Just a few days ago, Michael Saylor, CEO of Microstrategy, a business intelligence firm, spied on a $ 650 million bitcoin purchase by issuing debt, “a bold bet for any publicly traded company, especially for one whose business model is not even focusing on cryptocurrencies, CoinDesk chose writer, but Saylor “nevertheless put all criticisms aside.” Overall, Microstrategy has spent $ 1.1 billion on bitcoin so far, at an average price of just under $ 16,000 a penny, Saylor was published in a tweet. Earlier this week, the CEO triggered a Twitter frenzy when Elon Musk dared to make a similar bet with US dollars on Tesla’s balance sheet. Oddly enough, Musk signaled curiosity about the prospect.

Other bitcoin 2020 landmarks are tied up with household brands that have attracted small, individual investors. Paypal announced it would allow its customers to buy and sell bitcoin on its site in October, following payments firm Square and Robinhood, a stock trading platform, which both entered the cryptocurrency market two years ago . Last month, a study by Pantera Capital found that Paypal and Square users are grabbing the majority of new bitcoin entering the market on a daily basis, and probably raising the price as well. Then, in early December, Visa joined BlockFi to launch a credit card that rewards customers with bitcoin.

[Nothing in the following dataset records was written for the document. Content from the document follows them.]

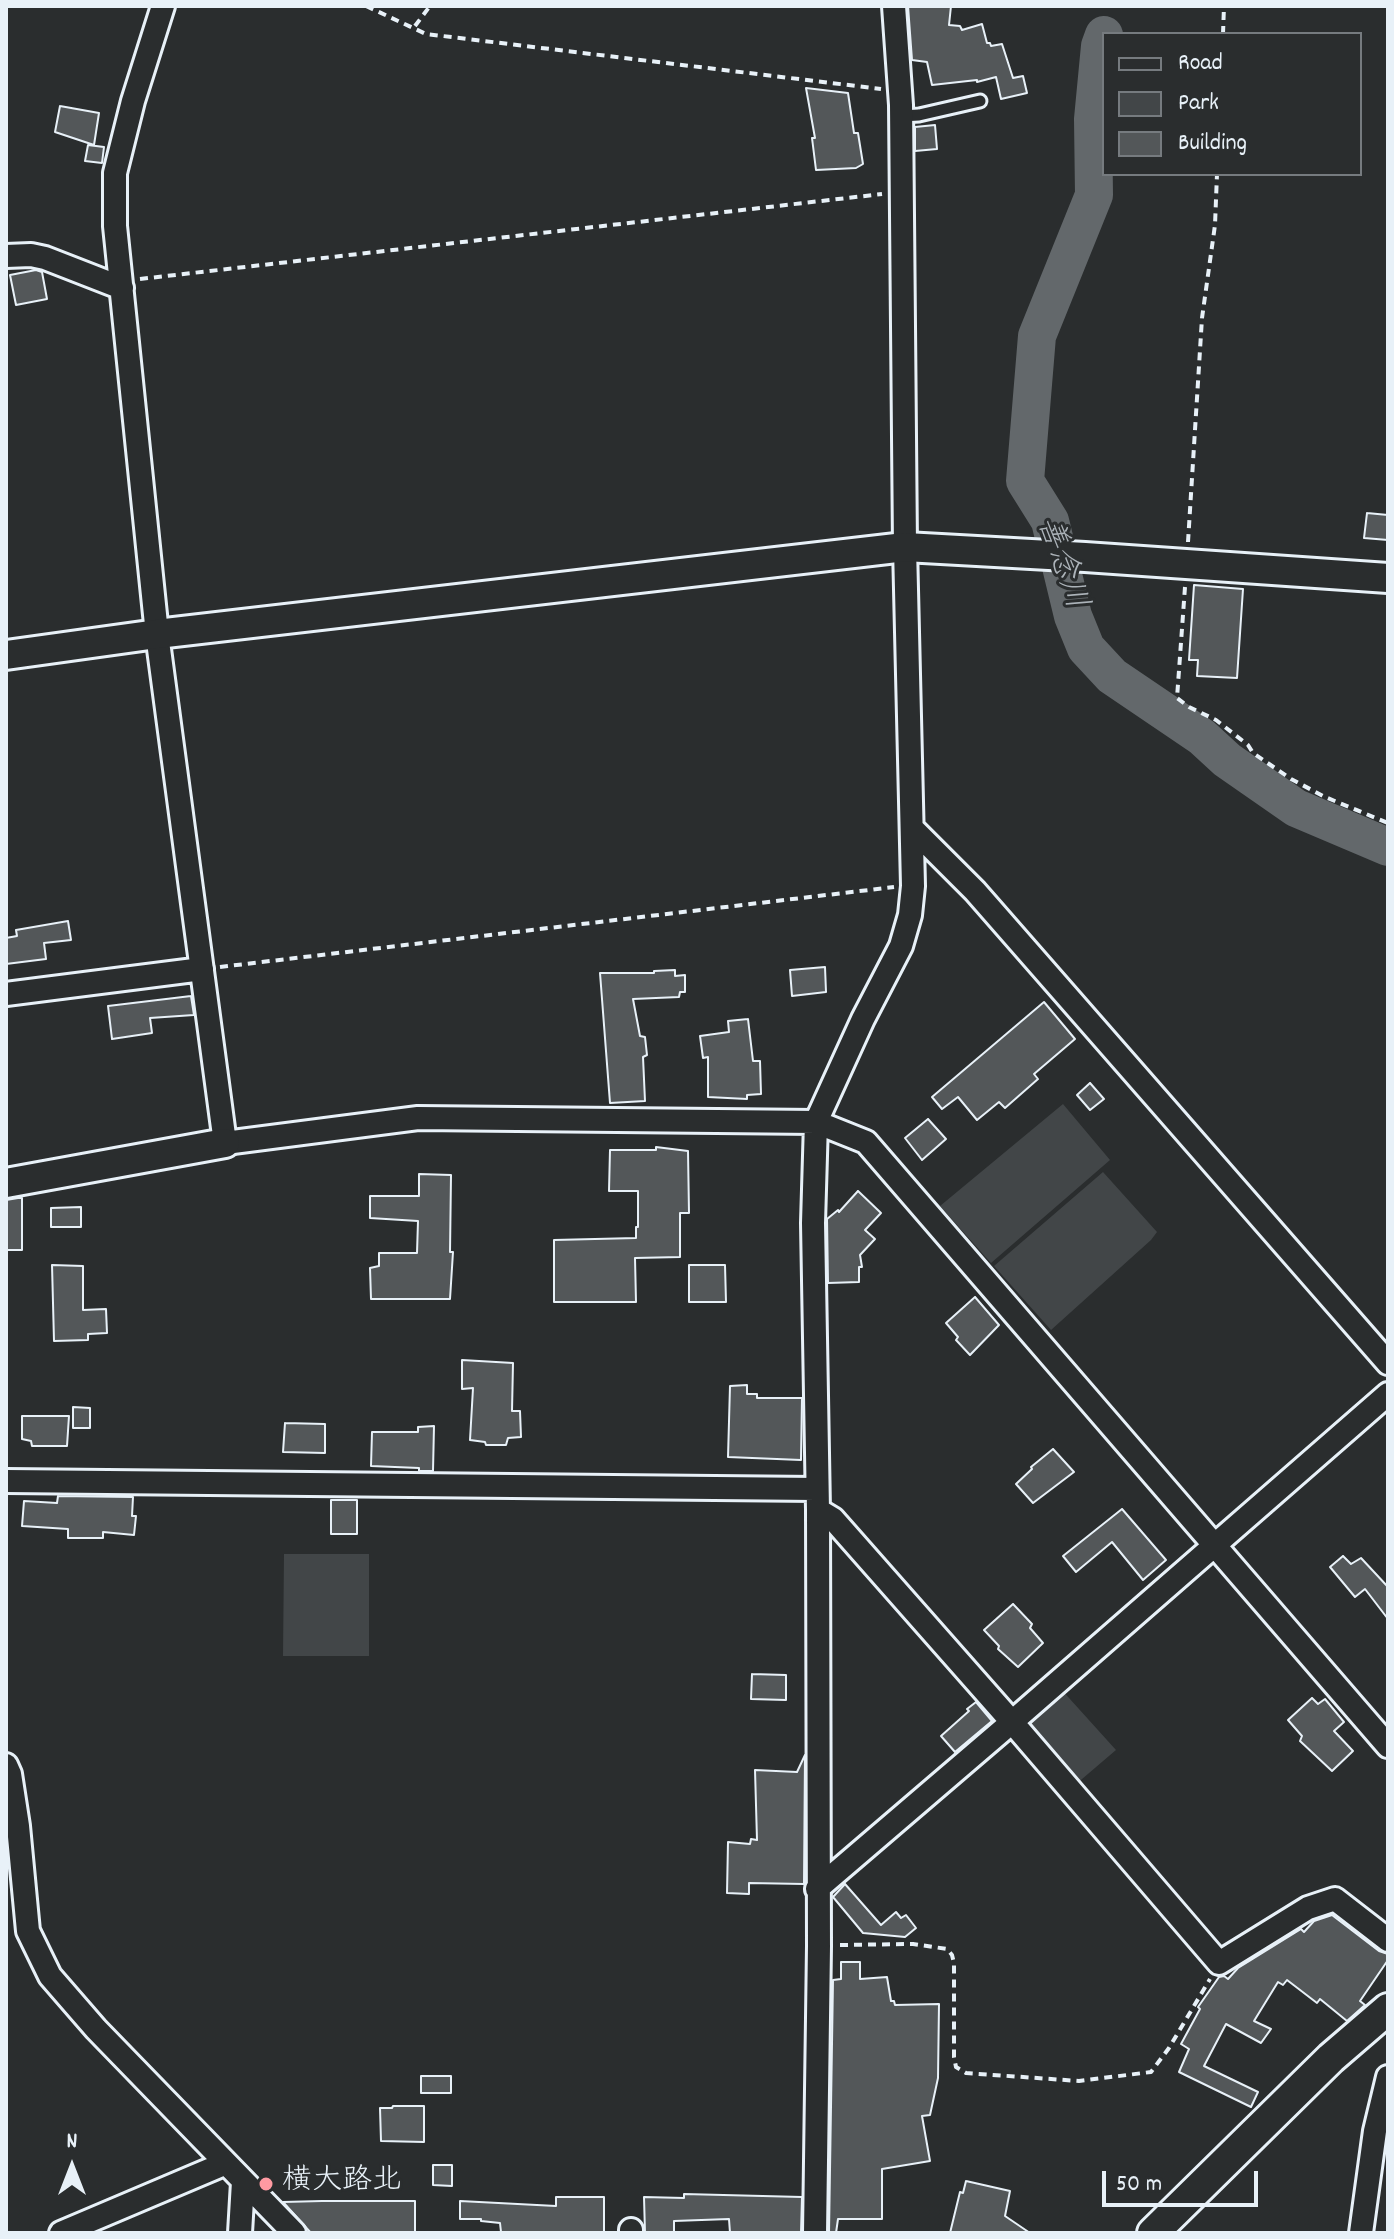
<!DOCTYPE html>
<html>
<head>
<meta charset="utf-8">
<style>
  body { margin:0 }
  #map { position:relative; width:1394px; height:2239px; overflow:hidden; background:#2a2d2e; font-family:Dekko,sans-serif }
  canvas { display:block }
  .frame { position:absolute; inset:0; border:8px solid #e8f1f8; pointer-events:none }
  .legend { position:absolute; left:1102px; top:32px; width:260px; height:144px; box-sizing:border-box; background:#2a2d2e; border:2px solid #767b7f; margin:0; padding:10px 14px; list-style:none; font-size:24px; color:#e8f1f8 }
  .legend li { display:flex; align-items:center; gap:16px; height:40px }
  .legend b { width:40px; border:2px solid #767b7f }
  .north { position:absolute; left:32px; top:2127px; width:80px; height:80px; -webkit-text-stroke:6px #2a2d2e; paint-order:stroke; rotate:0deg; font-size:22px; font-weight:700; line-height:32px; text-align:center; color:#e8f1f8 }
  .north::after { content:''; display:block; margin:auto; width:28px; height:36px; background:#e8f1f8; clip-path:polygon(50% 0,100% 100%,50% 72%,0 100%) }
  .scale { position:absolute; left:1102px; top:2171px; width:156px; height:36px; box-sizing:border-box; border:4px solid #e8f1f8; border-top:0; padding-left:10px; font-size:24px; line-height:28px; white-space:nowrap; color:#e8f1f8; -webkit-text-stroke:6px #2a2d2e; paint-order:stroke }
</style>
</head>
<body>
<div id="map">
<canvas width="1394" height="2239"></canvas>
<div class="frame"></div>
<ul class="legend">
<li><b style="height:10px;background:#2a2d2e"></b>Road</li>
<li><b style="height:22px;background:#424648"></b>Park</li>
<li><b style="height:22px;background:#535759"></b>Building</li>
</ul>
<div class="north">N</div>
<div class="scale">50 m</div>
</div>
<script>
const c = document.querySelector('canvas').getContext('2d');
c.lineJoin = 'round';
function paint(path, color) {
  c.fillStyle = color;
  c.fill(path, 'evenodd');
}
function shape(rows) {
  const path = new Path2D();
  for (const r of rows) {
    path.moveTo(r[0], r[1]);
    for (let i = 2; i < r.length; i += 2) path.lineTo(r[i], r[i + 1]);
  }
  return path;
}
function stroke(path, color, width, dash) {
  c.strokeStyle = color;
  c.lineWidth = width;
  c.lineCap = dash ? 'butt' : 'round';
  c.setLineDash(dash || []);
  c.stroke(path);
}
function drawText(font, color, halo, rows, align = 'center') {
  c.font = font + ' Dekko,"Klee One",sans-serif';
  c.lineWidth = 6;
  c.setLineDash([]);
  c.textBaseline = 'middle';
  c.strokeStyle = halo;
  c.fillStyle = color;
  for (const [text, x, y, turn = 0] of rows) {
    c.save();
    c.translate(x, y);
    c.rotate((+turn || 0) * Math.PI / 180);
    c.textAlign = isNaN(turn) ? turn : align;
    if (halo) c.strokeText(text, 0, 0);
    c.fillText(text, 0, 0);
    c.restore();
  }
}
const green = shape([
  [1063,1104,1110,1160,991,1263,940,1206],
  [1103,1172,1157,1232,1151,1240,1051,1330,994,1266],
  [284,1554,369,1554,369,1656,283,1656],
  [1060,1688,1116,1750,1075,1785,1023,1727]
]);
const river = shape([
  [1104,35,1100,46,1093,119,1094,195,1037,336,1025,481,1050,521,1073,616,1086,648,1112,676,1202,737,1227,760,1296,808,1388,847]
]);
const building = shape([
  [908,6,951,6,949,25,960,26,962,30,982,24,987,43,990,43,991,46,1002,44,1013,78,1023,76,1027,93,1001,99,996,77,977,82,977,80,932,85,927,62,912,60,908,6],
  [806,88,848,93,854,133,858,133,863,164,856,168,816,170,812,138,815,138,806,88],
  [60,106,99,113,94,145,55,132,60,106],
  [935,125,937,149,915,151,915,127,935,125],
  [88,145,104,147,102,163,85,161,88,145],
  [36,270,42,272,47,299,16,305,10,275,36,270],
  [1367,513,1388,515,1388,540,1364,538,1367,513],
  [1194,585,1243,589,1237,678,1197,676,1198,660,1189,660,1194,585],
  [68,921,71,940,44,943,46,959,6,964,6,938,17,936,16,930,68,921],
  [825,967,826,992,792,996,790,970,825,967],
  [675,970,675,976,685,975,685,992,680,992,679,997,633,999,640,1036,645,1037,647,1055,643,1057,645,1101,610,1103,600,973,654,973,654,971,675,970],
  [191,996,194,1015,150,1018,152,1033,112,1039,108,1006,191,996],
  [1044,1002,1075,1039,1034,1074,1038,1079,1005,1108,999,1102,977,1120,958,1097,942,1109,932,1097,1044,1002],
  [748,1019,753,1061,760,1061,761,1094,747,1095,747,1099,708,1097,708,1057,703,1058,700,1036,729,1032,728,1021,748,1019],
  [1090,1083,1104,1099,1090,1110,1077,1095,1090,1083],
  [928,1119,946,1139,922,1160,905,1138,928,1119],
  [656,1147,688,1151,689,1213,680,1213,680,1257,635,1258,636,1302,554,1302,554,1240,636,1238,636,1227,638,1227,638,1191,609,1191,610,1150,656,1150,656,1147],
  [419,1174,451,1175,450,1252,453,1252,450,1299,371,1299,370,1268,379,1266,379,1253,417,1253,418,1221,370,1218,370,1196,419,1196,419,1174],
  [858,1191,881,1213,865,1230,875,1239,860,1255,862,1267,859,1267,859,1282,828,1283,827,1219,838,1210,839,1212,858,1191],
  [18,1198,22,1198,22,1250,6,1250,6,1200,18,1198],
  [81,1207,81,1227,51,1227,51,1208,81,1207],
  [52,1265,83,1266,83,1310,106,1309,107,1333,88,1334,88,1340,54,1341,52,1265],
  [689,1265,725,1265,726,1302,689,1302,689,1265],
  [975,1297,999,1325,970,1355,956,1340,958,1337,946,1323,975,1297],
  [462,1360,513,1363,512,1411,520,1411,521,1437,508,1438,506,1445,486,1445,485,1442,470,1440,473,1388,462,1389,462,1360],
  [747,1385,747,1394,757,1394,757,1398,802,1398,801,1460,728,1457,730,1386,747,1385],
  [73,1407,90,1408,90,1428,73,1428,73,1407],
  [22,1416,69,1416,67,1446,32,1446,31,1441,22,1439,22,1416],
  [285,1423,325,1424,325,1453,283,1452,285,1423],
  [434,1426,433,1471,419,1471,419,1468,371,1466,372,1432,418,1432,418,1427,434,1426],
  [1053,1449,1074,1472,1033,1503,1016,1484,1032,1469,1031,1467,1053,1449],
  [58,1496,133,1497,132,1516,136,1516,134,1535,103,1532,103,1538,68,1538,68,1529,22,1526,24,1501,57,1503,58,1496],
  [331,1500,357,1500,357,1534,331,1534,331,1500],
  [1122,1509,1166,1560,1143,1580,1112,1542,1076,1572,1063,1556,1122,1509],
  [1343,1556,1351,1564,1361,1558,1388,1587,1388,1619,1365,1589,1355,1597,1330,1567,1343,1556],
  [1013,1604,1032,1624,1030,1628,1043,1643,1018,1667,998,1649,999,1646,984,1630,1013,1604],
  [752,1674,786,1675,786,1700,751,1699,752,1674],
  [1312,1698,1318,1704,1325,1699,1344,1722,1334,1731,1353,1751,1332,1771,1300,1741,1302,1736,1288,1720,1312,1698],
  [976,1702,992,1721,955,1752,941,1736,969,1711,967,1709,976,1702],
  [805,1755,804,1884,749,1883,749,1894,727,1893,728,1842,750,1844,751,1839,757,1840,755,1770,797,1772,805,1755],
  [845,1884,881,1925,896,1912,901,1918,906,1915,916,1928,905,1937,863,1933,833,1897,845,1884],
  [1332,1915,1379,1951,1388,1954,1388,1960,1360,2001,1365,2005,1347,2021,1320,1999,1317,2003,1287,1980,1283,1985,1278,1982,1254,2021,1271,2029,1261,2043,1226,2024,1204,2066,1258,2092,1251,2107,1179,2072,1189,2049,1181,2044,1200,2009,1198,2007,1219,1977,1224,1976,1228,1979,1238,1968,1301,1929,1304,1932,1314,1921,1332,1915],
  [841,1962,860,1962,860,1979,887,1977,891,2001,894,2001,895,2005,939,2004,938,2078,930,2115,922,2116,930,2161,882,2169,882,2219,838,2219,836,2233,829,2233,833,1980,841,1979,841,1962],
  [421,2076,451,2076,451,2093,421,2093,421,2076],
  [393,2106,424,2106,424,2142,381,2141,380,2108,392,2108,393,2106],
  [433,2165,452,2165,452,2186,433,2185,433,2165],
  [966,2181,1010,2191,1005,2216,1030,2233,950,2233,960,2192,963,2193,966,2181],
  [684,2194,802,2197,801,2233,730,2233,729,2219,674,2221,674,2233,645,2233,644,2197,684,2198,684,2194],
  [556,2197,604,2197,604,2233,501,2232,500,2223,481,2221,481,2219,460,2219,460,2201,556,2206,556,2197],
  [322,2201,415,2201,415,2233,311,2233,283,2202,322,2201]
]);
const path = shape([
  [366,6,426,34,881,89],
  [415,26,430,6],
  [1223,34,1224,6],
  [140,279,882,194],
  [1188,542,1202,318,1215,225,1217,174],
  [1185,587,1177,698,1189,707,1216,720,1248,745,1253,753,1291,779,1325,797,1388,823],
  [220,967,894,887],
  [840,1945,913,1944,947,1949,952,1955,954,1963,954,2057,956,2067,966,2073,1079,2081,1151,2072,1169,2048,1210,1979]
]);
const service = shape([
  [901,116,919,115,980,101]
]);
const minor = shape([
  [163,6,133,101,115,173,115,226,157,634,225,1143,418,1118,816,1122,866,1142,1388,1746],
  [6,256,31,255,45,258,122,288],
  [913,829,975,891,1388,1363],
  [6,994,202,969],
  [6,1481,816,1489],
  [818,1510,833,1519,1012,1722,1219,1963,1308,1908,1335,1899,1388,1940],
  [6,1765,10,1774,18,1826,28,1931,50,1976,96,2029,294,2233],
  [817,1889,1012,1722,1388,1394],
  [61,2233,226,2163],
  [240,2233,243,2182],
  [631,2233,631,2230],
  [815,2233,819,1946,818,1510,813,1223,816,1122,863,1019,901,946,910,915,913,886,905,547,901,105,894,6],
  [1361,2233,1375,2131,1388,2077]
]);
const tertiary = shape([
  [6,655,157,634,905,547,1085,557,1388,578],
  [6,1183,225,1143]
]);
const secondary = shape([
  [1153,2233,1331,2058,1388,2009]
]);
const markers = [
  [266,2184,8,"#ff9aa2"]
];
const poiNames = [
  ["横大路北",282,2184]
];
const waterNames = [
  ["善念川",1059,564,71]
];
paint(green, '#424648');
stroke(river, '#63686b', 38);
paint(building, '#535759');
stroke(building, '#e8f1f8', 2);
stroke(service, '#e8f1f8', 17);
stroke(minor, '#e8f1f8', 28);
stroke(tertiary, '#e8f1f8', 34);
stroke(secondary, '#e8f1f8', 36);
stroke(path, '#e8f1f8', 4, [8, 6]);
stroke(service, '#2a2d2e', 11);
stroke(minor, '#2a2d2e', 22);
stroke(tertiary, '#2a2d2e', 28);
stroke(secondary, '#2a2d2e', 30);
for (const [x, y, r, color] of markers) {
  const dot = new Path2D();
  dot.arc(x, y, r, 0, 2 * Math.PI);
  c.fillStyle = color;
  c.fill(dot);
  stroke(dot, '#2a2d2e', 3);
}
drawText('30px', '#e8f1f8', '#2a2d2e', poiNames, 'left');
drawText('italic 32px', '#acb3b9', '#2a2d2e', waterNames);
</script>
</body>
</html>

None of this is a guarantee that bitcoin is not in a bubble or that it will collapse to nothing. For every buyer who claims bitcoin can rise to $ 100,000 or $ 400,000, there are a number of respected investors, bankers and economists who call the digital currency junk, worthless, and a scam, even if more traders and investors are counting on its widespread survival and adoption.

Large companies that can afford to take chances may be warming up to digital coins, but it’s still one of the most risky investments out there. Even Jones called it “great speculation.”